What you will do —
Write out the entries below exactly, from the first line to the one with "Quick job: Transcribe", both ends included.

Data —
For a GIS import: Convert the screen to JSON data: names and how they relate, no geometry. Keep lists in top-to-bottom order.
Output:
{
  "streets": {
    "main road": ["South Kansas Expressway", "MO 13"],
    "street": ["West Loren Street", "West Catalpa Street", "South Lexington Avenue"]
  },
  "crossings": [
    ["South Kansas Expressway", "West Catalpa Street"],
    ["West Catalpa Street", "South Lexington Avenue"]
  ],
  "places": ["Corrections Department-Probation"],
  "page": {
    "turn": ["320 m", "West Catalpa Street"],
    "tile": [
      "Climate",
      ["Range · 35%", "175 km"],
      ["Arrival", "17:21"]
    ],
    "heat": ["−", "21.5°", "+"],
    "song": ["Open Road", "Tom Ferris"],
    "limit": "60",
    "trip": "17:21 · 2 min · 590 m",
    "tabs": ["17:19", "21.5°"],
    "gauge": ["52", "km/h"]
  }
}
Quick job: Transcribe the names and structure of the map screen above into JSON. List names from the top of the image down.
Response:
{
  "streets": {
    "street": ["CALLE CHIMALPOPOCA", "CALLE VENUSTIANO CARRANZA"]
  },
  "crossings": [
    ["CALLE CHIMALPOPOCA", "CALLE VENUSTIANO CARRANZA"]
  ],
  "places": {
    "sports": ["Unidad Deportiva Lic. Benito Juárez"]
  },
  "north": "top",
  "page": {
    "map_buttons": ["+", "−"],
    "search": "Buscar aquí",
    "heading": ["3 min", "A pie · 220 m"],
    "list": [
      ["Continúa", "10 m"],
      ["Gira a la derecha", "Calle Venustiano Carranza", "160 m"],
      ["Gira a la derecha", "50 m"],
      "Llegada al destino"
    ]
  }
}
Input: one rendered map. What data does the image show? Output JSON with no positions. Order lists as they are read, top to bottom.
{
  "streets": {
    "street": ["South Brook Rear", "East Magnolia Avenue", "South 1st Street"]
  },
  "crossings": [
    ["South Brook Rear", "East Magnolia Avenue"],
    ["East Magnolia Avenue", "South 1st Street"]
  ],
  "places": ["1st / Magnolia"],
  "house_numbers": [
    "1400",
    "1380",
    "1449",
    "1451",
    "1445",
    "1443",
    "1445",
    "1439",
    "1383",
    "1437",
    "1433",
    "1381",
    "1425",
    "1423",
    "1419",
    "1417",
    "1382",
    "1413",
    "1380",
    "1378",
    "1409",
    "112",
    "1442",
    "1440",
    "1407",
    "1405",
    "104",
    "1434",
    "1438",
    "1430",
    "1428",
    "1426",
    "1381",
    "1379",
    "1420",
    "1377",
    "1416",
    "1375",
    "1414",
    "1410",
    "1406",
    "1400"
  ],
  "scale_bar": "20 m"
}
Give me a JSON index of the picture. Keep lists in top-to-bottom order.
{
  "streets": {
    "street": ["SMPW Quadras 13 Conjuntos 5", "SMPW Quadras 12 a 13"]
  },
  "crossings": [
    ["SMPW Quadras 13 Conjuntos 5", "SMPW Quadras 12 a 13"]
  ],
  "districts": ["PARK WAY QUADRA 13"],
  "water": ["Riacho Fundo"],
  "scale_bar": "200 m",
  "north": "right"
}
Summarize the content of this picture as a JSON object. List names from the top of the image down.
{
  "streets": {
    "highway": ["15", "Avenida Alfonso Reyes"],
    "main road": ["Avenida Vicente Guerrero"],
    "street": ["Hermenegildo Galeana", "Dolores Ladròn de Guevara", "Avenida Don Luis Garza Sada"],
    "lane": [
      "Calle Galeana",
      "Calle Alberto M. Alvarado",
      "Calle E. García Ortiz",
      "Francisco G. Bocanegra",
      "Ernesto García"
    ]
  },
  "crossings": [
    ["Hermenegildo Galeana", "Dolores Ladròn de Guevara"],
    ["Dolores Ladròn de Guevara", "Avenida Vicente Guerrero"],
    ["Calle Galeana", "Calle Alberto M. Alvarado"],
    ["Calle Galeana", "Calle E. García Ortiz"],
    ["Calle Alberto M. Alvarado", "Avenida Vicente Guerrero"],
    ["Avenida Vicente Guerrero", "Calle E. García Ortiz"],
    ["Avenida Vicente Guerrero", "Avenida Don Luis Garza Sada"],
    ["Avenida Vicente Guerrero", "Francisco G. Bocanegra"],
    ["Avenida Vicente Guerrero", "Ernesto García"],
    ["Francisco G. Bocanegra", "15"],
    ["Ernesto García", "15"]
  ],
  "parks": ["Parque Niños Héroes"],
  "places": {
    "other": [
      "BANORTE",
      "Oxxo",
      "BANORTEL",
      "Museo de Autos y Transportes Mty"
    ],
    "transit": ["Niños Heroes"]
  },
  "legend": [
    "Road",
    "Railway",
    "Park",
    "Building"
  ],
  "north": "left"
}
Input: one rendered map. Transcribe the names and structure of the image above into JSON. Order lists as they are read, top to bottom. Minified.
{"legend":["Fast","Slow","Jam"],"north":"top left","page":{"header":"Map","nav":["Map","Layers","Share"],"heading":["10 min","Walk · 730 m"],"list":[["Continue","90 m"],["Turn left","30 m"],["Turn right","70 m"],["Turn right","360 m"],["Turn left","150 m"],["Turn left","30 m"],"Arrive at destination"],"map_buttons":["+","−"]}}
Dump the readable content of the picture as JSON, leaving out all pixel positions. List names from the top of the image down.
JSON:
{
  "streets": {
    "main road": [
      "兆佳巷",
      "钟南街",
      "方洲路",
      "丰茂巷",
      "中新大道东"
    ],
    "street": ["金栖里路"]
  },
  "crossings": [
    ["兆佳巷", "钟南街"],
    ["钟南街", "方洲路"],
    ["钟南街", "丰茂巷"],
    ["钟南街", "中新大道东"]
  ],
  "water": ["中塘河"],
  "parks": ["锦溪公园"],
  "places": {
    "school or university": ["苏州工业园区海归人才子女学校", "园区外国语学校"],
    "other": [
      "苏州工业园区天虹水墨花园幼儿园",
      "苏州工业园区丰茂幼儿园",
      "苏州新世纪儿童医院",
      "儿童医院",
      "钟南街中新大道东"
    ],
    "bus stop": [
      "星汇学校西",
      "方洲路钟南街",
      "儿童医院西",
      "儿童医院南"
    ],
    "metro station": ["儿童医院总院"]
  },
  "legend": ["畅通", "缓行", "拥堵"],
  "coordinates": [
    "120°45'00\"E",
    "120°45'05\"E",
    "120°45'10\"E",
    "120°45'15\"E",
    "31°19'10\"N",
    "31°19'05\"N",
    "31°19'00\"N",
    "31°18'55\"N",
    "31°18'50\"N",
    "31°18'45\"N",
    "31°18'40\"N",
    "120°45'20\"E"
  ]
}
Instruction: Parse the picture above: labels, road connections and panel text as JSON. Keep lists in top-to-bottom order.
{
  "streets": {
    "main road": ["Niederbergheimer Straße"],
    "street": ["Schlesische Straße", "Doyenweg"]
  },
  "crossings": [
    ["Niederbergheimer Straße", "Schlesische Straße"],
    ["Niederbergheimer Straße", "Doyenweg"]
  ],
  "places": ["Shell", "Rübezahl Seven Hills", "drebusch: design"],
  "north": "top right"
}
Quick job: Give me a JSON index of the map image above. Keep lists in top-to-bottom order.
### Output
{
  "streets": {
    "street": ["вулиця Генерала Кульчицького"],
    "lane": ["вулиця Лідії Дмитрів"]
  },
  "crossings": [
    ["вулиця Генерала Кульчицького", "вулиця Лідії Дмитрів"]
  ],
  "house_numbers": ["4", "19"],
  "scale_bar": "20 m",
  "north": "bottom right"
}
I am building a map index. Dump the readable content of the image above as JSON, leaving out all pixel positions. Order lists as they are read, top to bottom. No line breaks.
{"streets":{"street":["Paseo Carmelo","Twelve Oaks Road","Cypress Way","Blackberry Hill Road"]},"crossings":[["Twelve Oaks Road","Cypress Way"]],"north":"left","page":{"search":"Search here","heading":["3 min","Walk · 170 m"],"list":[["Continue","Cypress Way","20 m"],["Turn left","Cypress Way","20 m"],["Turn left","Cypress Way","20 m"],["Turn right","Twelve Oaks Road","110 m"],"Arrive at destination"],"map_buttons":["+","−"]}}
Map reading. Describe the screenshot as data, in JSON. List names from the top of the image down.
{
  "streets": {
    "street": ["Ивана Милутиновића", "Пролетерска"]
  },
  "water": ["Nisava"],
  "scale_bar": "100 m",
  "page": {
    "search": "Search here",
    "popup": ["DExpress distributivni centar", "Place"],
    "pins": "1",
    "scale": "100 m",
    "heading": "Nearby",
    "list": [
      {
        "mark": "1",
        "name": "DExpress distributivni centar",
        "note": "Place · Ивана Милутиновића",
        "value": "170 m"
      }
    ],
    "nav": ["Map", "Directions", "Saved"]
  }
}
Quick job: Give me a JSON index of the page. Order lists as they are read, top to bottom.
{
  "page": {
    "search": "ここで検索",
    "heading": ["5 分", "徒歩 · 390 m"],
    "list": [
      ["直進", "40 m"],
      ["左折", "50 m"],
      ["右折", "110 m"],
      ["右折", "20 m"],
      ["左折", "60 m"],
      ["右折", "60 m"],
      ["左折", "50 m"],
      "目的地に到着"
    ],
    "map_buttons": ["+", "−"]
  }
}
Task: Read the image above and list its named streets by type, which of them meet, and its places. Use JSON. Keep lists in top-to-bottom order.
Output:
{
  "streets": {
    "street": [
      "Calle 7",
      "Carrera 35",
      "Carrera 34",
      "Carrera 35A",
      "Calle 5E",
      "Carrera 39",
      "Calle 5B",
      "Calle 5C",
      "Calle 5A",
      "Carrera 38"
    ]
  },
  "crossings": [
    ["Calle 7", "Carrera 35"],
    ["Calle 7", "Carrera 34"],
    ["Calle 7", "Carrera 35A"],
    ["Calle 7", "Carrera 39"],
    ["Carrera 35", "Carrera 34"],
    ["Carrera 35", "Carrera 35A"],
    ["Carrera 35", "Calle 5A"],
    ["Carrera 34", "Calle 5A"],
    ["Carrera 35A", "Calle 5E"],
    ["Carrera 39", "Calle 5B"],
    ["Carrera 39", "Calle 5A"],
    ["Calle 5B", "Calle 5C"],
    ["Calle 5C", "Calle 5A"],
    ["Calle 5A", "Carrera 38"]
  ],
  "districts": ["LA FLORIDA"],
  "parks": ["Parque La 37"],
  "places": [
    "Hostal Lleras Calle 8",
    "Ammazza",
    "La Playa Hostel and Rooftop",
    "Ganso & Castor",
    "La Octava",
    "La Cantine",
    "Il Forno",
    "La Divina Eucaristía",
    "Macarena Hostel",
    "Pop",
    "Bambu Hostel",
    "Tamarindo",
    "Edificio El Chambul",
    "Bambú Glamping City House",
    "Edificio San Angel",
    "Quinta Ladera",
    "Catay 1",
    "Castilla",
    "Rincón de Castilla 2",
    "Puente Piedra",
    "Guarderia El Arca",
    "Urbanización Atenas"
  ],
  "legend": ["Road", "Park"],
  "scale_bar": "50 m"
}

Task output —
For a GIS import: Convert the screen to JSON data: names and how they relate, no geometry. Keep lists in top-to-bottom order.
Output:
{
  "streets": {
    "main road": ["South Kansas Expressway", "MO 13"],
    "street": ["West Loren Street", "West Catalpa Street", "South Lexington Avenue"]
  },
  "crossings": [
    ["South Kansas Expressway", "West Catalpa Street"],
    ["West Catalpa Street", "South Lexington Avenue"]
  ],
  "places": ["Corrections Department-Probation"],
  "page": {
    "turn": ["320 m", "West Catalpa Street"],
    "tile": [
      "Climate",
      ["Range · 35%", "175 km"],
      ["Arrival", "17:21"]
    ],
    "heat": ["−", "21.5°", "+"],
    "song": ["Open Road", "Tom Ferris"],
    "limit": "60",
    "trip": "17:21 · 2 min · 590 m",
    "tabs": ["17:19", "21.5°"],
    "gauge": ["52", "km/h"]
  }
}
Quick job: Transcribe the names and structure of the map screen above into JSON. List names from the top of the image down.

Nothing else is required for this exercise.